» REQUIRED WORK: Your task is to extract every line from the material below exactly.
=== Begin Enclosure ===
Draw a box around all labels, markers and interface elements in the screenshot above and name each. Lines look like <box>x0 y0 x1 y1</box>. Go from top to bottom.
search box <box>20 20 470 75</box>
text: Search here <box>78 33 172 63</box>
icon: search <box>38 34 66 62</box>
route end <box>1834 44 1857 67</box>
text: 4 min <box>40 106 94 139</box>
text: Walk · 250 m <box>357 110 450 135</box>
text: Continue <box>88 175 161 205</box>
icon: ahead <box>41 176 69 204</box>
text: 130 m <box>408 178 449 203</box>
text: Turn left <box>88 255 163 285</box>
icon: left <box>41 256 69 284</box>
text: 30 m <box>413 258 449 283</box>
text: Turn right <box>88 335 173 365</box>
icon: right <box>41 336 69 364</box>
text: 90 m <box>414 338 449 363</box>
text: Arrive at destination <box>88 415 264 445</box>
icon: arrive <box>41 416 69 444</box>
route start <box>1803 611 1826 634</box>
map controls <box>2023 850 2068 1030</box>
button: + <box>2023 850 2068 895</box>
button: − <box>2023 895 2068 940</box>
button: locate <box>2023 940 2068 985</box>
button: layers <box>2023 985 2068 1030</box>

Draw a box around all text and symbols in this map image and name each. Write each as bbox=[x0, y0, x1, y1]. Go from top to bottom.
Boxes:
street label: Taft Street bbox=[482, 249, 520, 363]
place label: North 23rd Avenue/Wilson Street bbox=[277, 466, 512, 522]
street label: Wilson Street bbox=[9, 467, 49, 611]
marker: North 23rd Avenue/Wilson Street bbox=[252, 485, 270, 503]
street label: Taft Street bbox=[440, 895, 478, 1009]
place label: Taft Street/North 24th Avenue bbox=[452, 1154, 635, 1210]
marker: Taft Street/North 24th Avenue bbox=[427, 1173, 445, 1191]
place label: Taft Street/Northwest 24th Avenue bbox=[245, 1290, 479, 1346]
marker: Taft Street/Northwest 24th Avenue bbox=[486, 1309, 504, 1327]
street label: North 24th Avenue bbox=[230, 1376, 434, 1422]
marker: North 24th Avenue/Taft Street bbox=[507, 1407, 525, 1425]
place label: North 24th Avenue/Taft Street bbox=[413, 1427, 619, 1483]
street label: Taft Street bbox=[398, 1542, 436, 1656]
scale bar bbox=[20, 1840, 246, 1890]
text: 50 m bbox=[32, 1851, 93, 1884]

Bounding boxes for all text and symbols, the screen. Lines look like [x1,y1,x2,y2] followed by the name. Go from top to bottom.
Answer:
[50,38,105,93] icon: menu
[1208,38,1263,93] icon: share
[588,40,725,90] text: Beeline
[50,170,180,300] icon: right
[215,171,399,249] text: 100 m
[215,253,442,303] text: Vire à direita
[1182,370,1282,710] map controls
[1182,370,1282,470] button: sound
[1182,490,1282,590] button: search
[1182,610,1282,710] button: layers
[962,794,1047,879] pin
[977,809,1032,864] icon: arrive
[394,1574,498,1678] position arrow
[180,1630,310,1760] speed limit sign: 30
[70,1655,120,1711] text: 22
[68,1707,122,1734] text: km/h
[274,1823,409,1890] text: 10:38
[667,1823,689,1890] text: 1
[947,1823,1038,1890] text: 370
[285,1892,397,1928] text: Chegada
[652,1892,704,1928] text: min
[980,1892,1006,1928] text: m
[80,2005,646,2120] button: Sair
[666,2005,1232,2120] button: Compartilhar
=== End Enclosure ===
» RESULT:
Draw a box around all labels, markers and interface elements in the screenshot above and name each. Lines look like <box>x0 y0 x1 y1</box>. Go from top to bottom.
search box <box>20 20 470 75</box>
text: Search here <box>78 33 172 63</box>
icon: search <box>38 34 66 62</box>
route end <box>1834 44 1857 67</box>
text: 4 min <box>40 106 94 139</box>
text: Walk · 250 m <box>357 110 450 135</box>
text: Continue <box>88 175 161 205</box>
icon: ahead <box>41 176 69 204</box>
text: 130 m <box>408 178 449 203</box>
text: Turn left <box>88 255 163 285</box>
icon: left <box>41 256 69 284</box>
text: 30 m <box>413 258 449 283</box>
text: Turn right <box>88 335 173 365</box>
icon: right <box>41 336 69 364</box>
text: 90 m <box>414 338 449 363</box>
text: Arrive at destination <box>88 415 264 445</box>
icon: arrive <box>41 416 69 444</box>
route start <box>1803 611 1826 634</box>
map controls <box>2023 850 2068 1030</box>
button: + <box>2023 850 2068 895</box>
button: − <box>2023 895 2068 940</box>
button: locate <box>2023 940 2068 985</box>
button: layers <box>2023 985 2068 1030</box>

Draw a box around all text and symbols in this map image and name each. Write each as bbox=[x0, y0, x1, y1]. Go from top to bottom.
Boxes:
street label: Taft Street bbox=[482, 249, 520, 363]
place label: North 23rd Avenue/Wilson Street bbox=[277, 466, 512, 522]
street label: Wilson Street bbox=[9, 467, 49, 611]
marker: North 23rd Avenue/Wilson Street bbox=[252, 485, 270, 503]
street label: Taft Street bbox=[440, 895, 478, 1009]
place label: Taft Street/North 24th Avenue bbox=[452, 1154, 635, 1210]
marker: Taft Street/North 24th Avenue bbox=[427, 1173, 445, 1191]
place label: Taft Street/Northwest 24th Avenue bbox=[245, 1290, 479, 1346]
marker: Taft Street/Northwest 24th Avenue bbox=[486, 1309, 504, 1327]
street label: North 24th Avenue bbox=[230, 1376, 434, 1422]
marker: North 24th Avenue/Taft Street bbox=[507, 1407, 525, 1425]
place label: North 24th Avenue/Taft Street bbox=[413, 1427, 619, 1483]
street label: Taft Street bbox=[398, 1542, 436, 1656]
scale bar bbox=[20, 1840, 246, 1890]
text: 50 m bbox=[32, 1851, 93, 1884]

Bounding boxes for all text and symbols, the screen. Lines look like [x1,y1,x2,y2] followed by the name. Go from top to bottom.
Answer:
[50,38,105,93] icon: menu
[1208,38,1263,93] icon: share
[588,40,725,90] text: Beeline
[50,170,180,300] icon: right
[215,171,399,249] text: 100 m
[215,253,442,303] text: Vire à direita
[1182,370,1282,710] map controls
[1182,370,1282,470] button: sound
[1182,490,1282,590] button: search
[1182,610,1282,710] button: layers
[962,794,1047,879] pin
[977,809,1032,864] icon: arrive
[394,1574,498,1678] position arrow
[180,1630,310,1760] speed limit sign: 30
[70,1655,120,1711] text: 22
[68,1707,122,1734] text: km/h
[274,1823,409,1890] text: 10:38
[667,1823,689,1890] text: 1
[947,1823,1038,1890] text: 370
[285,1892,397,1928] text: Chegada
[652,1892,704,1928] text: min
[980,1892,1006,1928] text: m
[80,2005,646,2120] button: Sair
[666,2005,1232,2120] button: Compartilhar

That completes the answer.